If you take people with a certain worldview (eg, conservatism) and systematically exclude them from a public forum, those people don’t just disappear. They also don’t lose interest in discussing their ideas. Instead, they will simply form a new platform designed for themselves and like-minded people. As Alaimo points out, this is exactly how platforms like Parler and Truth Social came to be. And since these new platforms are intellectually isolated from opposing views, they end up spawning increasingly extreme versions of the views they originally hosted. In his words:
[T]These three social media platforms are likely to serve as ecosystems for conservative thinking. This will likely make the views of those who remain there more extreme – which could have a drastic effect on our politics. Indeed, when like-minded people come together, they reaffirm and reinforce the original beliefs of others…Those who remain in these conservative spaces will become even more extreme due to their interactions, which could cultivate a dangerous ideology of extreme right which has far-reaching effects on our politics.
For me, this reaffirms not just the value, but the crucial need for open dialogue with a wide variety of voices, especially when those voices hold views that you find abhorrent. Banning them from a platform doesn’t just prevent you from hearing their uncomfortable views. It also keeps them from being exposed to opposing viewpoints and pushes them deeper into an intellectual silo that further entrenches and reinforces the viewpoints you found so objectionable in the first place.
And sometimes, not always, but sometimes an open, unmoderated discussion really works. To use a very select example, consider the case of Megan Phelps-Roper, who grew up in the filthy Westboro Baptist Church. She left that organization behind and became a powerful voice for a much more loving and tolerant worldview. What caused her to change her mind, abandon her worldview and lose most of her family, and become an advocate for everything she opposed? It was seeing his opinions challenged on Twitter. Had Twitter banned the Phelps family from the start (as I suspect Alaimo would have wanted), Megan Phelps-Roper would almost certainly continue to be a member of the Westboro Baptist Church to this day.
I admit that cases like Megan Phelps-Roper are not as common as I would like. Arguments often fail to dislodge bad ideas, especially when the mind is unwilling.
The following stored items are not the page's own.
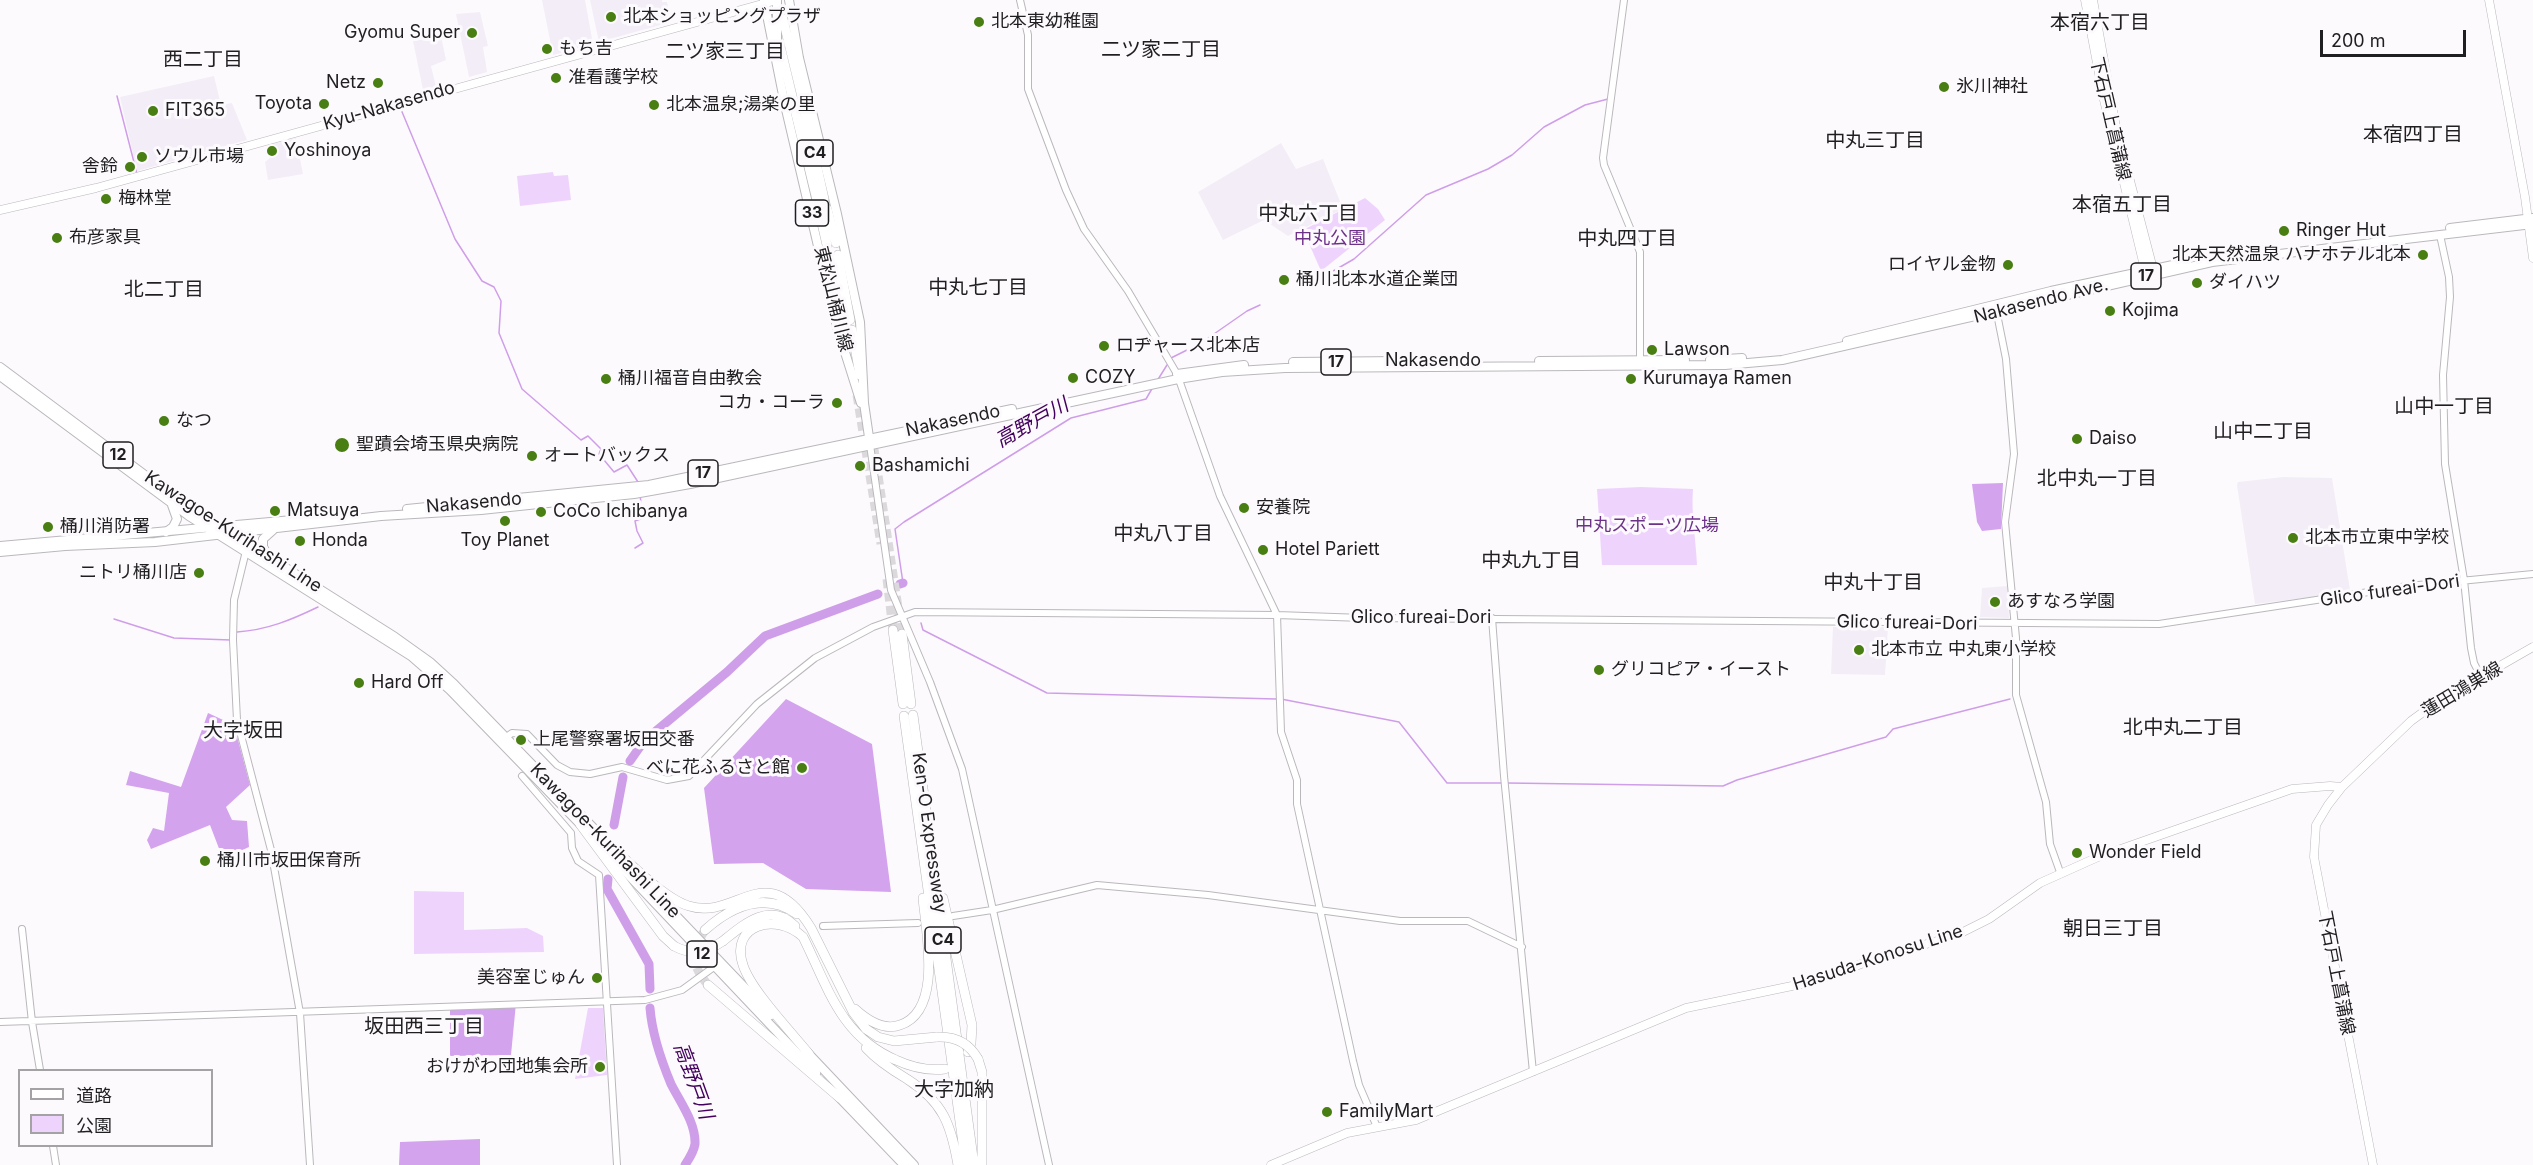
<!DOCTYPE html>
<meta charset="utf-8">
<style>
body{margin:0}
#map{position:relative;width:2533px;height:1165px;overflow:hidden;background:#fdfafe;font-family:Inter,"Noto Sans JP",sans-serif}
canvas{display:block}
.legend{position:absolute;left:18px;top:1069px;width:195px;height:78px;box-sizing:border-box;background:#fdfafe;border:2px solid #a4a2a5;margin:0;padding:8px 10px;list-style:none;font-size:18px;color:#1f1e20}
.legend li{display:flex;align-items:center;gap:12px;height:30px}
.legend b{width:30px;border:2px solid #a4a2a5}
.scale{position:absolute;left:2320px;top:30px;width:146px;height:27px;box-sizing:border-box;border:3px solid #1f1e20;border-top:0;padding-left:8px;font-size:18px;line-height:21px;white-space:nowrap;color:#1f1e20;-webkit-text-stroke:4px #fdfafe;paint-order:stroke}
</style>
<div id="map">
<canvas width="2533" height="1165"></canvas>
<ul class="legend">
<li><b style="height:8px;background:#fff"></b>道路</li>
<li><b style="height:16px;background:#eed4fc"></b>公園</li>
</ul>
<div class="scale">200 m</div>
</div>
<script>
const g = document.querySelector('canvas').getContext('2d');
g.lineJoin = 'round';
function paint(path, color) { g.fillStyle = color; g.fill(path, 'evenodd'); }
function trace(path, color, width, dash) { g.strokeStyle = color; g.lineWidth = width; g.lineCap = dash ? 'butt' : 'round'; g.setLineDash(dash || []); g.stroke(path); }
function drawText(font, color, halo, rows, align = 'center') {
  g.font = font + ' Inter,"Noto Sans JP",sans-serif'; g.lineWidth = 6; g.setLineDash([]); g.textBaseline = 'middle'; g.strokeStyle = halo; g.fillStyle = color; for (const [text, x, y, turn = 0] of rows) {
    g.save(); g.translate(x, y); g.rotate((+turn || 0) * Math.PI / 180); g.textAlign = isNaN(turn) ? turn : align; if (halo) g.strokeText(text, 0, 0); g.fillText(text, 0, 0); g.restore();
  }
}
paint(new Path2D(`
 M542,0H585L593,44L553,55Z
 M590,0H662V2H667L671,22L599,42Z
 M480,12L488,46L483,47L487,72L469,77L456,14Z
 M441,36L446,60L431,66L436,87L423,90L413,41Z
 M214,76L221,105L232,103L247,140L137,171L120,97Z
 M296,138L303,174L268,180L265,162L270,158L268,145Z
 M1281,143L1296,169L1323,159L1343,209L1288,236L1264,220L1223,240L1198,192Z
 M2283,477L2332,478L2350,590L2347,593L2255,604L2237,485L2238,482Z
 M2007,586L2009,618L1980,617L1982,588Z
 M1833,627H1888L1885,675L1831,674Z`), '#f3edf7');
paint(new Path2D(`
 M553,172L554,176L568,175L571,200L520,206L517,176Z
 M1365,198L1378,209L1385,220L1321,271L1303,230Z
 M1641,487L1693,489C1691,515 1696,540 1697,565H1602L1597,489Z
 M414,891L464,892V930L527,928L543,936L544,952L414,954Z
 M588,1008H603L607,1075L575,1079Z`), '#eed4fc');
paint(new Path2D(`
 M2003,483L2001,529L1982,531L1977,522L1972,484Z
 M786,699L872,744L891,892L806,889L763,863L714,864L704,788Z
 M208,713L234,725L250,785L226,807L232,820L247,821L249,847L223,859L210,825L151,849L147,840L153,828L164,831L169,793L126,785L130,771L181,787Z
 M516,1003L511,1055L450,1056V1006Z
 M480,1139V1165H399L400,1142Z`), '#d4a3ee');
trace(new Path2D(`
 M117,96L137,174
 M400,107L455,239L482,281L494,287L501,301L499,333L522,389L581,440L588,436L601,449L599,454L614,472L627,465L638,482
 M1316,281L1354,259L1426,195L1488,169L1512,155L1544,127L1585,105L1608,99
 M1171,358L1201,343L1247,311L1260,305
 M1157,381L1167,365
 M635,548L643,543L637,531L635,521L643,518L640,495
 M903,583L895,529L904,522L1071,418L1146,399L1153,387
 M114,619L174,638L231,640
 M921,623L923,630L1047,693L1276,699
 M237,632C267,630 291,620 318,607
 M1281,699L1399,722L1447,783H1502
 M1507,783L1723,786L1737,780L1886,737L1893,729L2010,699`), '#cf9ee9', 1.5);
trace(new Path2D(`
 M900,584L903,583
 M630,761L644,741L727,672L765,636L878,594
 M614,825L623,777
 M608,879L607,889L649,964L650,989
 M650,1008C652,1033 661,1060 671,1084C680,1102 696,1123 695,1144C694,1151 689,1159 685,1165`), '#cf9ee9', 9);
trace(new Path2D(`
 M857,395L881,544
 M872,436L902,634
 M887,579L893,630
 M705,930C690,953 691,964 708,985`), '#dcd9dd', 9, [9, 4.5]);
const tertiary = new Path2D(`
 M1020,0L1028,35V89L1066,190L1084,229L1128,291L1177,374L1220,496L1277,615L1281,732L1297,780V804L1353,1061L1359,1085L1377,1127
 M1624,0L1603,158L1604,165L1640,252V360
 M2440,235L2449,277L2450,297L2443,375L2445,464L2464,580L2471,648L2474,663L2481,677
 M1996,309L2006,359L2014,454L2005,522L2016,638V695L2046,802L2050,844L2060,872
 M870,445L891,590L930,682L962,769L1049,1165
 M246,551L234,600L233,640L237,720L271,850L300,1013L310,1165
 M1492,618L1504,776L1533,1072
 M502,740L512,733L527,734L557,765L570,772L590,774L622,767L667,780L689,776L757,704L815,658L873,627L915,612L1277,615L1363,618L2159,624L2408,586L2533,574
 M522,776L571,833L572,848L578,861L599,875L617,1165
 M953,916L992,910L1097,885L1208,895L1400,921H1468L1522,947
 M823,926L918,923
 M22,929L32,1022L40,1070
 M0,1022L645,1000L682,990L718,964
 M53,1146L56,1165`);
const secondary = new Path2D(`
 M2085,0L2104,100L2145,270L2150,274
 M2093,0L2116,127L2153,269L2151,274
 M2489,0L2525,197L2533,258
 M0,210L96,188L777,0
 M1271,1165L1347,1133L1416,1120L1686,1008L1816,981L1869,961L1957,935L1989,919L2040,883L2098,857L2292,789L2330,786L2342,787
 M2373,1165L2314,857L2316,825L2328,805L2342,787L2411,721L2437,702L2533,647`);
const primary = new Path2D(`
 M764,0L785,105L837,327L861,403
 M777,0V55
 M789,0L799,58L837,214L860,322L864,403L870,444
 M0,367L177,499L395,637L430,662L454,684L610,845
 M0,376L189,516L411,656L450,690L583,827
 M166,532L173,527L177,519L172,505
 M268,556L263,547V539L273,530
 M600,845L816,1073
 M641,879L771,1015
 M805,1050L914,1165
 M835,1093L904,1165`);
const trunk = new Path2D(`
 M2450,228L2533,218
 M2203,258L2264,250
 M1847,341L2051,291L2187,262
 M1710,360L1742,358
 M1539,361L1685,360
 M1293,362L1403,361
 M1177,374L1244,365
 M407,509L649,485L1012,409
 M0,546L349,515
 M0,552L65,546L155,542L381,516L481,510L634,494L690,484L1178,379L1222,372L1285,368L1725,365L1782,360L2212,262L2533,224`);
const motorway = new Path2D(`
 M783,19L802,97
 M781,50L793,100
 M804,108L824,199
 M795,110L817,200
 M827,209L836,243
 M819,210L827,245
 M830,255L843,321
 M838,255L850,320
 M852,330L860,375
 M845,331L848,347
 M893,630L903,704
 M902,634L911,704
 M913,715L974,1165
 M904,716L966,1165
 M580,824L663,936L674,946
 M605,841C626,859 664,899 689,906C737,921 766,855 811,928L853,1012L866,1029L878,1037L894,1041L937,1037
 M943,898L972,1025L971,1043L968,1052
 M705,930C732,906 764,891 797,914
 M723,941C744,924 770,901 795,926
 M708,985L840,1098
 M855,1009C867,1020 883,1031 900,1025C943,1011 926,932 923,898
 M866,1048C878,1061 892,1070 907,1079C943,1102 951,1124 958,1165
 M809,1054C791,1032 751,990 743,965C729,924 777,912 803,937C828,987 840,1036 896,1060C911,1067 928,1071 945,1069
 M978,1059L982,1072V1165`);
trace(tertiary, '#bab8bc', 8);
trace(secondary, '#bab8bc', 9);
trace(primary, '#bab8bc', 10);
trace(trunk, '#bab8bc', 10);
trace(motorway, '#bab8bc', 10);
trace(tertiary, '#fff', 6);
trace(secondary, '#fff', 8);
trace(primary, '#fff', 8);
trace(trunk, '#fff', 8);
trace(motorway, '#fff', 9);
const motorwayBridge = new Path2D(`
 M674,946C692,956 707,952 723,941
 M937,1037C956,1036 969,1043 978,1059`);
trace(motorwayBridge, '#bab8bc', 10, []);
trace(motorwayBridge, '#fff', 9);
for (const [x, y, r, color] of [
 [611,17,6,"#487e12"],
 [979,22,6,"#487e12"],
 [472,33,6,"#487e12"],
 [547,49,6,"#487e12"],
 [556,78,6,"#487e12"],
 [378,83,6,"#487e12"],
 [1944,87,6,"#487e12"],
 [324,104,6,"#487e12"],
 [654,105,6,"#487e12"],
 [153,111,6,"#487e12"],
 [272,151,6,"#487e12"],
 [142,157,6,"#487e12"],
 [130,167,6,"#487e12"],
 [106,199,6,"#487e12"],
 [2284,231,6,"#487e12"],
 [57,238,6,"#487e12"],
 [2423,255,6,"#487e12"],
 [2008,265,6,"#487e12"],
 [1284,280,6,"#487e12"],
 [2197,283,6,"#487e12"],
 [2110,311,6,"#487e12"],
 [1104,346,6,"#487e12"],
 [1652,350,6,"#487e12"],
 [1073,378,6,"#487e12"],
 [606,379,6,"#487e12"],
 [1631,379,6,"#487e12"],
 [837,403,6,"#487e12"],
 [164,421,6,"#487e12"],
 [2077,439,6,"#487e12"],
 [342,445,8,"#487e12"],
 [532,456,6,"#487e12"],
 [860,466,6,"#487e12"],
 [1244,508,6,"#487e12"],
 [275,511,6,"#487e12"],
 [541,512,6,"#487e12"],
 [505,521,6,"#487e12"],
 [48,527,6,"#487e12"],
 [2293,538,6,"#487e12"],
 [300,541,6,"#487e12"],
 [1263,550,6,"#487e12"],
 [199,573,6,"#487e12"],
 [1995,602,6,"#487e12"],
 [1859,650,6,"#487e12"],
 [1599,670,6,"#487e12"],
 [359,683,6,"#487e12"],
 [521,740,6,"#487e12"],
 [802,768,6,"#487e12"],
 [2077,853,6,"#487e12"],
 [205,861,6,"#487e12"],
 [597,978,6,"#487e12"],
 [600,1067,6,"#487e12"],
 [1327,1112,6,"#487e12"]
]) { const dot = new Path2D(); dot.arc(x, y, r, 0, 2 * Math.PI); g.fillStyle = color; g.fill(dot); trace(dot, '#fdfafe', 2); }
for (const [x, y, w] of [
 [815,153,36],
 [812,213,33],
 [2146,276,30],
 [1336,362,30],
 [118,455,30],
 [703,473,30],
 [943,940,36],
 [702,954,30]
]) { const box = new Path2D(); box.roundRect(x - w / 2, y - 13, w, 26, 4.5); g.fillStyle = '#fdfafe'; g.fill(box); trace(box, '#1f1e20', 1.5); }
drawText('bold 16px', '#1f1e20', null, [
 ["C4",815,153],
 ["33",812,213],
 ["17",2146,276],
 ["17",1336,362],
 ["12",118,455],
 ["17",703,473],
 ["C4",943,940],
 ["12",702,954]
]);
drawText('18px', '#1f1e20', '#fdfafe', [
 ["北本ショッピングプラザ",623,17],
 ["北本東幼稚園",991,22],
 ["Gyomu Super",460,33,"right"],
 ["もち吉",559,49],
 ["准看護学校",568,78],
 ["Netz",366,83,"right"],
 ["氷川神社",1956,87],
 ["Toyota",312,104,"right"],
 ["北本温泉;湯楽の里",666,105],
 ["FIT365",165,111],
 ["Yoshinoya",284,151],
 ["ソウル市場",154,157],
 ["舎鈴",118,167,"right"],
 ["梅林堂",118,199],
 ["Ringer Hut",2296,231],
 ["布彦家具",69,238],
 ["北本天然温泉 ハナホテル北本",2411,255,"right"],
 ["ロイヤル金物",1996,265,"right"],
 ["桶川北本水道企業団",1296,280],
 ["ダイハツ",2209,283],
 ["Kojima",2122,311],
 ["ロヂャース北本店",1116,346],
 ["Lawson",1664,350],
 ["COZY",1085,378],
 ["桶川福音自由教会",618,379],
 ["Kurumaya Ramen",1643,379],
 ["コカ・コーラ",825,403,"right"],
 ["なつ",176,421],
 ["Daiso",2089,439],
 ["聖蹟会埼玉県央病院",356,445],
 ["オートバックス",544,456],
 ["Bashamichi",872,466],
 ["安養院",1256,508],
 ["Matsuya",287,511],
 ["CoCo Ichibanya",553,512],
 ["桶川消防署",60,527],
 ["北本市立東中学校",2305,538],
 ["Honda",312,541],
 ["Toy Planet",505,541,"center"],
 ["Hotel Pariett",1275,550],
 ["ニトリ桶川店",187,573,"right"],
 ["あすなろ学園",2007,602],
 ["北本市立 中丸東小学校",1871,650],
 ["グリコピア・イースト",1611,670],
 ["Hard Off",371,683],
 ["上尾警察署坂田交番",533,740],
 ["べに花ふるさと館",790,768,"right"],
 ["Wonder Field",2089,853],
 ["桶川市坂田保育所",217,861],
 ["美容室じゅん",585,978,"right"],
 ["おけがわ団地集会所",588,1067,"right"],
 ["FamilyMart",1339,1112]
], 'left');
drawText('18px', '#1f1e20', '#fdfafe', [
 ["Kyu-Nakasendo",389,106,-16],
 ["下石戸上菖蒲線",2110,119,77],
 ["東松山桶川線",833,299,76],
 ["Nakasendo Ave.",2041,301,-14],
 ["Nakasendo",1433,361],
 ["Nakasendo",953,421,-12],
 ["Nakasendo",474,503,-5],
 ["Kawagoe-Kurihashi Line",233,532,33],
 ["Glico fureai-Dori",2390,591,-8],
 ["Glico fureai-Dori",1421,618],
 ["Glico fureai-Dori",1907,623,1],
 ["蓮田鴻巣線",2462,690,-31],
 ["Ken-O Expressway",929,833,82],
 ["Kawagoe-Kurihashi Line",605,841,46],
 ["Hasuda-Konosu Line",1878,958,-18],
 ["下石戸上菖蒲線",2336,973,79]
]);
drawText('18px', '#6d3188', '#fdfafe', [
 ["中丸公園",1330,239],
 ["中丸スポーツ広場",1647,526]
]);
drawText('20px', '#1f1e20', '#fdfafe', [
 ["本宿六丁目",2100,23],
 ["二ツ家二丁目",1161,50],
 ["二ツ家三丁目",725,52],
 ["西二丁目",203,60],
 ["本宿四丁目",2413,135],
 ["中丸三丁目",1875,141],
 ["本宿五丁目",2122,205],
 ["中丸六丁目",1308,214],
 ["中丸四丁目",1627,239],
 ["中丸七丁目",978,288],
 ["北二丁目",164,290],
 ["山中一丁目",2444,407],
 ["山中二丁目",2263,432],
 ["北中丸一丁目",2097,479],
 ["中丸八丁目",1163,534],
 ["中丸九丁目",1531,561],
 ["中丸十丁目",1873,583],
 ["北中丸二丁目",2183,728],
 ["大字坂田",243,731],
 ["朝日三丁目",2113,929],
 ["坂田西三丁目",424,1027],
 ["大字加納",954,1090]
]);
drawText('italic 20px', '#43005c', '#fdfafe', [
 ["高野戸川",1032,423,-29],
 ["高野戸川",693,1081,70]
]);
</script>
But in the end, the only tools we have to oppose bad ideas are persuasion or violence. The only way to defeat bad ideas peacefully is to expose those who hold them to better ideas and engage with them, and the only way to do that is to keep the conversation open. Trying to exclude bad ideas from the conversation doesn’t make them go away – on the contrary, it virtually guarantees that those bad ideas will be here to stay.
And besides, maybe I am one who has bad views that must be dislodged. If that’s true, I want to know, and the only way for me to find out is to engage with advocates of ideas very different from mine. The more opportunities there are for this, the better.
Kevin Corcoran is a Marine Corps veteran and health economics and analytics consultant. He holds a Bachelor of Science in Economics from George Mason University.